ColossalAI: [BUG]: Fail to load huggingface pretraining when use shardinit

🐛 Describe the bug

        world_size = torch.distributed.get_world_size()
        shard_pg = ProcessGroup(tp_degree=world_size) if args.shardinit else None
        default_dist_spec = ShardSpec([-1], [world_size]) if args.shardinit else None

        with ColoInitContext(device=get_current_device(),
                             dtype=torch.half,
                             default_dist_spec=default_dist_spec,
                             default_pg=shard_pg):
            model = BloomForCausalLM.from_pretrained(args.model_name_or_path)

When using shardinit, the model will be split into multiple GPUs first and then load the huggingface pertaining, so checkpoint mismatch will occur.

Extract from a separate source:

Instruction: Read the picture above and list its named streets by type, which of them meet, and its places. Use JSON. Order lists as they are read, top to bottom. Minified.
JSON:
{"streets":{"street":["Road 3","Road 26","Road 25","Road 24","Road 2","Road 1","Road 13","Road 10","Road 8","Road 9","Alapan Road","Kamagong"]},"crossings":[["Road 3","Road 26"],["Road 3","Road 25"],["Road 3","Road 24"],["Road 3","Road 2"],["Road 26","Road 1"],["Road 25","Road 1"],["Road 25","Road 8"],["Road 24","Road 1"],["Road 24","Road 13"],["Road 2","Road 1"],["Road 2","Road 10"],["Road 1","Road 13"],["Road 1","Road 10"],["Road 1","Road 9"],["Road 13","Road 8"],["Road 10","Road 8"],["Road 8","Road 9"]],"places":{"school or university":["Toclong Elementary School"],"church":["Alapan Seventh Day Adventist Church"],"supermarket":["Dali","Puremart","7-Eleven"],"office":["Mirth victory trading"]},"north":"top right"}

RuntimeError: Error(s) in loading state_dict for BloomForCausalLM:
        size mismatch for transformer.word_embeddings.weight: copying a param 
with shape torch.Size([46145, 4096]) from checkpoint, the shape in current model
is torch.Size([46145, 512]).
        size mismatch for transformer.word_embeddings_layernorm.weight: copying 
a param with shape torch.Size([4096]) from checkpoint, the shape in current 
model is torch.Size([512]).
        size mismatch for transformer.word_embeddings_layernorm.bias: copying a 
param with shape torch.Size([4096]) from checkpoint, the shape in current model 
is torch.Size([512]).
        size mismatch for transformer.h.0.input_layernorm.weight: copying a 
param with shape torch.Size([4096]) from checkpoint, the shape in current model 
is torch.Size([512]).

I wonder to know how to successfully load huggingface pertaining when using shardinit, seems that it’s necessary when we want to fine-tune a very large model.

Environment

No response

About this issue

  • Original URL
  • State: open
  • Created a year ago
  • Comments: 17 (3 by maintainers)

Most upvoted comments

@ShinoharaHare Thx for the reply. I’ll give it a try. By the way, did you compare the accelerate performance between this strategy and Megatron?

Nope, didn’t test.

hi @ShinoharaHare ,I come across the same error. Thanks for your solution ,I will have a try. but I still have a question here “ x = state_dict[n]” – does it mean Deserialized the huggingface model into a state_dict like : state_dict = torch.load(“xxx”) (to cpu maybe) ? before the ColoInitContext process?

Yes, that’s correct.

And there is a better but cumbersome way:

  1. Convert the pretrained weights into safetensors
  2. Use LazyInitContext with ColoInitContext to construct the model faster (might need to pass to_meta=False)
  3. To load only the required parts on each rank, you can utilize the get_slice API from safetensors. This way, the weights should be able to be loaded directly into GPUs without first being loaded into the CPU.

A workaround is to construct the model first and then load the weights manually.

with ColoInitContext(
    device=get_current_device(),
    dtype=torch.half,
    default_pg=ProcessGroup(tp_degree=world_size),
    default_dist_spec=ShardSpec([-1], [world_size]),
):
    model = BloomForCausalLM(BloomConfig.from_pretrained(pretrained_path))
    for n, p in model.named_parameters():
        x = state_dict[n]
        x = x.chunk(world_size, dim=-1)
        x = x[global_rank]
        p.data.copy_(x)